▶ _Available records_

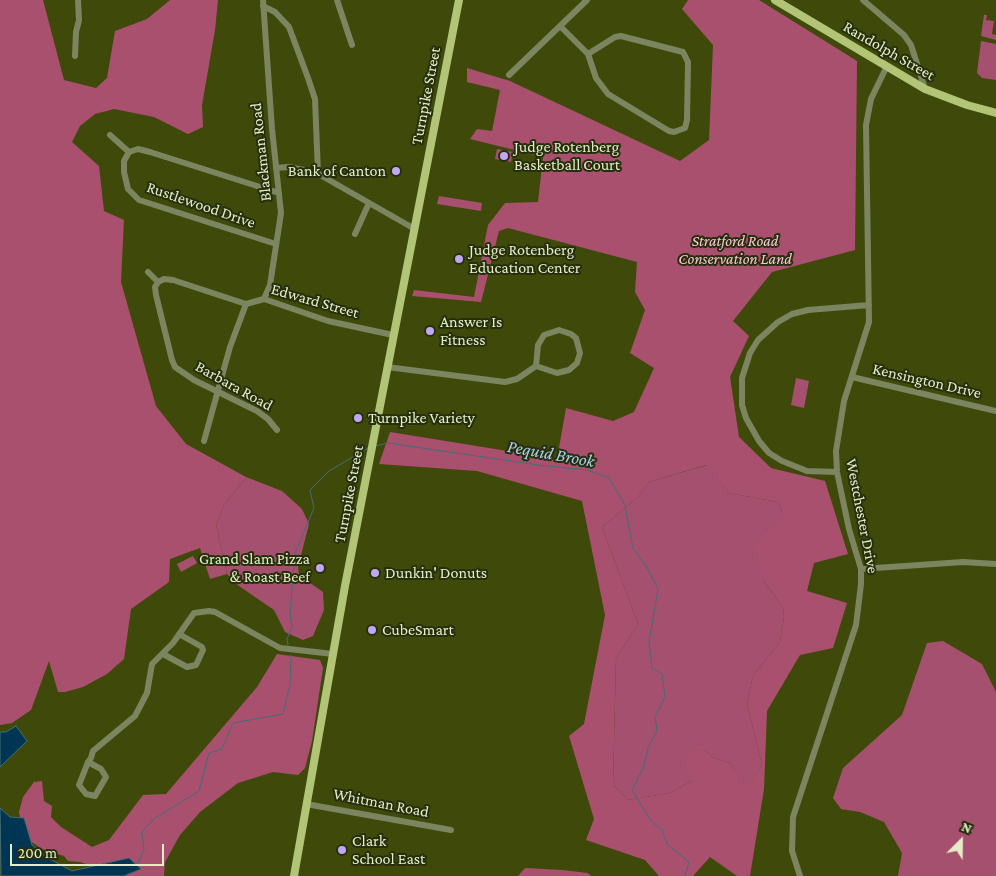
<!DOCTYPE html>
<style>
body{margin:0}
#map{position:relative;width:996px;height:876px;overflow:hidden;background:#3f4a0a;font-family:"Crimson Pro",serif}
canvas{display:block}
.north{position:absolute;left:936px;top:816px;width:50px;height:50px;-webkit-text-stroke:4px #272e0d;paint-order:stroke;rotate:23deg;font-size:14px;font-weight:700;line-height:20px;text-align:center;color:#e3eec6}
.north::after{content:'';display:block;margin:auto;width:18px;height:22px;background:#e3eec6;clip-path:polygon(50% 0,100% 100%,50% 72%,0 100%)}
.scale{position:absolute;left:10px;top:844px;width:154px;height:22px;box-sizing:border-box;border:2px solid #e3eec6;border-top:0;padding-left:6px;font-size:15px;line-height:18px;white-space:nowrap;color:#e3eec6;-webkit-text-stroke:4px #272e0d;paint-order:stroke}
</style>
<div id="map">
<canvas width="996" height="876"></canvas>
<div class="north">N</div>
<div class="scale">200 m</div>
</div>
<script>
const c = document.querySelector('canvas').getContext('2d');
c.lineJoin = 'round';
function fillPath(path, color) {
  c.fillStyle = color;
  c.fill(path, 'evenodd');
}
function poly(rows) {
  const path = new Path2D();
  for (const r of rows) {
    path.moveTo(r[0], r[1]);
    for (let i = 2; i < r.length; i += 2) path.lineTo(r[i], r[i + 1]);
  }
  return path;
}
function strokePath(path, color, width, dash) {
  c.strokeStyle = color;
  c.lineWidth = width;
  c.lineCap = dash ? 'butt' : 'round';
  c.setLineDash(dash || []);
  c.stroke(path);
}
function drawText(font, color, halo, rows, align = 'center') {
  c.font = font + ' "Crimson Pro",serif';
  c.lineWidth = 4;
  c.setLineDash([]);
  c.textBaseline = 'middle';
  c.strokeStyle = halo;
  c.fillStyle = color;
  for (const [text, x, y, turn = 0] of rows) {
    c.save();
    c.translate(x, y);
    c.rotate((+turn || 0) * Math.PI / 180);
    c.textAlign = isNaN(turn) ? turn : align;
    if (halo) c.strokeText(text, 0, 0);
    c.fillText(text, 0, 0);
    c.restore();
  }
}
const green = poly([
 [984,15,987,15,986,20,994,21,992,34,996,35,996,40,981,36],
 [981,41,996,44,996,80,982,78,977,73],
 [497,149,513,152,511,162,495,159],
 [439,196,482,203,481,211,437,204],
 [796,378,809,381,804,408,791,405],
 [707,465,729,493,778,502,782,511,780,520,765,532,764,581,783,608,784,617,780,642,753,676,747,704,762,765,746,789,730,763,712,757,705,751,707,748,696,744,692,781,670,793,628,800,613,785,616,658,638,624,602,527,638,497,649,482],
 [246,477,282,491,302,509,309,524,298,567,299,575,323,592,324,610,313,636,303,640,285,632,274,610,239,586,227,574,216,525,224,505],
 [193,556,197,563,181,572,177,564],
 [943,641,982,664,996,692,996,876,898,876,902,853,884,822,860,812,841,809,833,798,843,768,902,715,927,643]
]);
const forest = poly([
 [0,0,43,0,64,80,96,88,107,78,115,31,147,19,170,0,218,0,215,30,202,105,203,127,188,134,154,117,114,109,95,114,80,126,72,142,99,166,104,211,124,220,121,282,156,406,186,444,246,477,224,505,216,525,227,574,210,579,200,548,170,559,169,582,131,609,124,659,107,674,83,687,65,692,58,692,49,661,31,710,12,723,0,725],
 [688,0,759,0,857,61,855,250,772,272,733,321,749,336,730,377,739,437,771,468,825,481,848,554,814,563,807,591,847,603,833,648,800,655,767,711,764,789,750,876,737,876,710,857,693,876,659,876,645,860,586,840,594,819,569,736,584,724,605,615,582,501,477,471,379,464,390,432,557,459,566,408,613,421,634,412,654,368,630,353,645,310,635,292,637,262,508,228,499,231,481,302,412,296,414,290,474,297,488,225,505,203,538,202,543,157,470,139,477,129,492,131,500,90,467,82,467,68,510,81,680,161,709,140,713,45,682,9],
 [706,465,729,493,778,502,782,511,779,520,765,532,753,547,764,581,783,608,784,617,780,642,753,676,747,704,762,765,746,788,730,763,712,757,705,751,708,747,696,744,684,760,692,781,670,793,628,800,613,785,616,658,638,624,602,527,638,497,649,482],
 [277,654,320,660,323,668,312,741,305,768,298,775,273,772,238,783,200,812,180,835,165,862,164,876,124,876,141,869,129,858,92,866,80,862,68,861,64,856,44,850,30,841,24,819,20,818,19,812,23,797,34,782,42,781,44,801,52,806,51,817,61,827,92,847,109,840,143,795,166,794,257,687],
 [525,868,562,870,588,873,591,876,518,876]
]);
const water = poly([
 [16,726,27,741,0,767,0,732,6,732,16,726],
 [0,808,10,817,24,818,32,845,46,857,72,871,129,858,141,869,124,876,1,876,0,808]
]);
const stream = poly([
 [375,446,388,443,538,465,587,470,609,478,625,505,633,548,646,566,658,589,649,642,652,668,662,674,665,697,655,717,657,730,648,748,644,766,632,790,651,821,662,830,667,844,689,862,685,876],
 [288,645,287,639,292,627,290,613,295,553,314,508,310,490,329,471,368,448],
 [134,864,138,863,144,850,142,832,154,819,199,791,209,753,222,749,233,723,283,714,290,685,291,655]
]);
const minor = poly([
 [263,0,272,129,281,213,270,285,264,299],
 [337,0,352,45],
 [863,0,904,35,911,45,925,89],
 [263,6,275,12,289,27,308,78,315,99,318,173],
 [560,26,588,54,615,37,621,36,683,52,688,62,687,120,685,128,674,132,669,131,608,94,596,78,588,54],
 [75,56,76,32,79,20,78,0],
 [509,75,587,0],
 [110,135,129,152,138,149,150,152,279,193],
 [129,152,124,161,124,172,128,189,139,200,276,244],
 [276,168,288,167,315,172,413,228],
 [355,234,369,203],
 [148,272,158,282,164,279,173,280,246,304,264,299,328,321,393,335],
 [158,282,155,287,156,295,172,360,175,367,194,380,257,411,268,419,277,430],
 [387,367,505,382,517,379,536,366,557,373,569,370,577,363,580,353,576,338,571,334,559,330,544,335,538,345,536,366],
 [852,377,996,411],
 [204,441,230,347,246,304],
 [837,472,807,471,782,461,769,453,759,441,746,418,742,405,742,378,750,353,758,340,778,322,792,314,808,310,869,305],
 [861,569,963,562,996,564],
 [163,654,187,667,196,665,203,650,202,647,179,634],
 [88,762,101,769,106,777,95,796,86,794,79,785,88,762,91,758,93,751,135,716,147,693,152,664,173,643,194,613,209,611,215,612,280,648,333,654],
 [306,804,451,830],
 [800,876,792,851,793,817,856,625,861,584,861,569,849,529,837,472,836,451,844,401,869,322,866,125,871,99,886,68]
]);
const major = poly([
 [775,0,925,89,967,105,996,113],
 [294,876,345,586,459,0]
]);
const markers = [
 [504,156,5,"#c1a8f3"],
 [396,171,5,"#c1a8f3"],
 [459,259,5,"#c1a8f3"],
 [430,331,5,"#c1a8f3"],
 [358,418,5,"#c1a8f3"],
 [320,568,5,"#c1a8f3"],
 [375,573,5,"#c1a8f3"],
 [372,630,5,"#c1a8f3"],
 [342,850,5,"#c1a8f3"]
];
const streetNames = [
 ["Randolph Street",889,51,30],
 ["Turnpike Street",426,96,-79],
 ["Blackman Road",261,152,-96],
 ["Rustlewood Drive",201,205,19],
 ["Edward Street",315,301,16],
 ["Kensington Drive",927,381,13],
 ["Barbara Road",234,386,29],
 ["Turnpike Street",349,494,-79],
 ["Westchester Drive",862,516,79],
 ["Whitman Road",381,803,11]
];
const poiNames = [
 ["Judge Rotenberg",514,147],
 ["Basketball Court",514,165],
 ["Bank of Canton",386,171,"right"],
 ["Judge Rotenberg",469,250],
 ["Education Center",469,268],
 ["Answer Is",440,322],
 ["Fitness",440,340],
 ["Turnpike Variety",368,418],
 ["Grand Slam Pizza",310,559,"right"],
 ["& Roast Beef",310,577,"right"],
 ["Dunkin' Donuts",385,573],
 ["CubeSmart",382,630],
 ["Clark",352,841],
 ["School East",352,859]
];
const parkNames = [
 ["Stratford Road",735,241],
 ["Conservation Land",735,259]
];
const waterNames = [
 ["Pequid Brook",551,454,10]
];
fillPath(green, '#a5506e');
fillPath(forest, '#a9506f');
fillPath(water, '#003653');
strokePath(water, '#446d76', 1);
strokePath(stream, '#446d76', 1);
strokePath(minor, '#7c8560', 6);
strokePath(major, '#b2c476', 8);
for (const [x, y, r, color] of markers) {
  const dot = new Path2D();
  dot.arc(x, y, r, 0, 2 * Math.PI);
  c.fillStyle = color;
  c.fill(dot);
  strokePath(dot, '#272e0d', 2);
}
drawText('16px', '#e3eec6', '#272e0d', streetNames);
drawText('16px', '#e3eec6', '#272e0d', poiNames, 'left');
drawText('italic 16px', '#f9c6d4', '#272e0d', parkNames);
drawText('italic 18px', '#a8d1ef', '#272e0d', waterNames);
</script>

▶ _Directions for this task_
Transcribe the records above from the line holding "const path = new Path2D();" down to the line holding "c.font = font", inclusive, without adding anything.

▶ _Task result_
  const path = new Path2D();
  for (const r of rows) {
    path.moveTo(r[0], r[1]);
    for (let i = 2; i < r.length; i += 2) path.lineTo(r[i], r[i + 1]);
  }
  return path;
}
function strokePath(path, color, width, dash) {
  c.strokeStyle = color;
  c.lineWidth = width;
  c.lineCap = dash ? 'butt' : 'round';
  c.setLineDash(dash || []);
  c.stroke(path);
}
function drawText(font, color, halo, rows, align = 'center') {
  c.font = font + ' "Crimson Pro",serif';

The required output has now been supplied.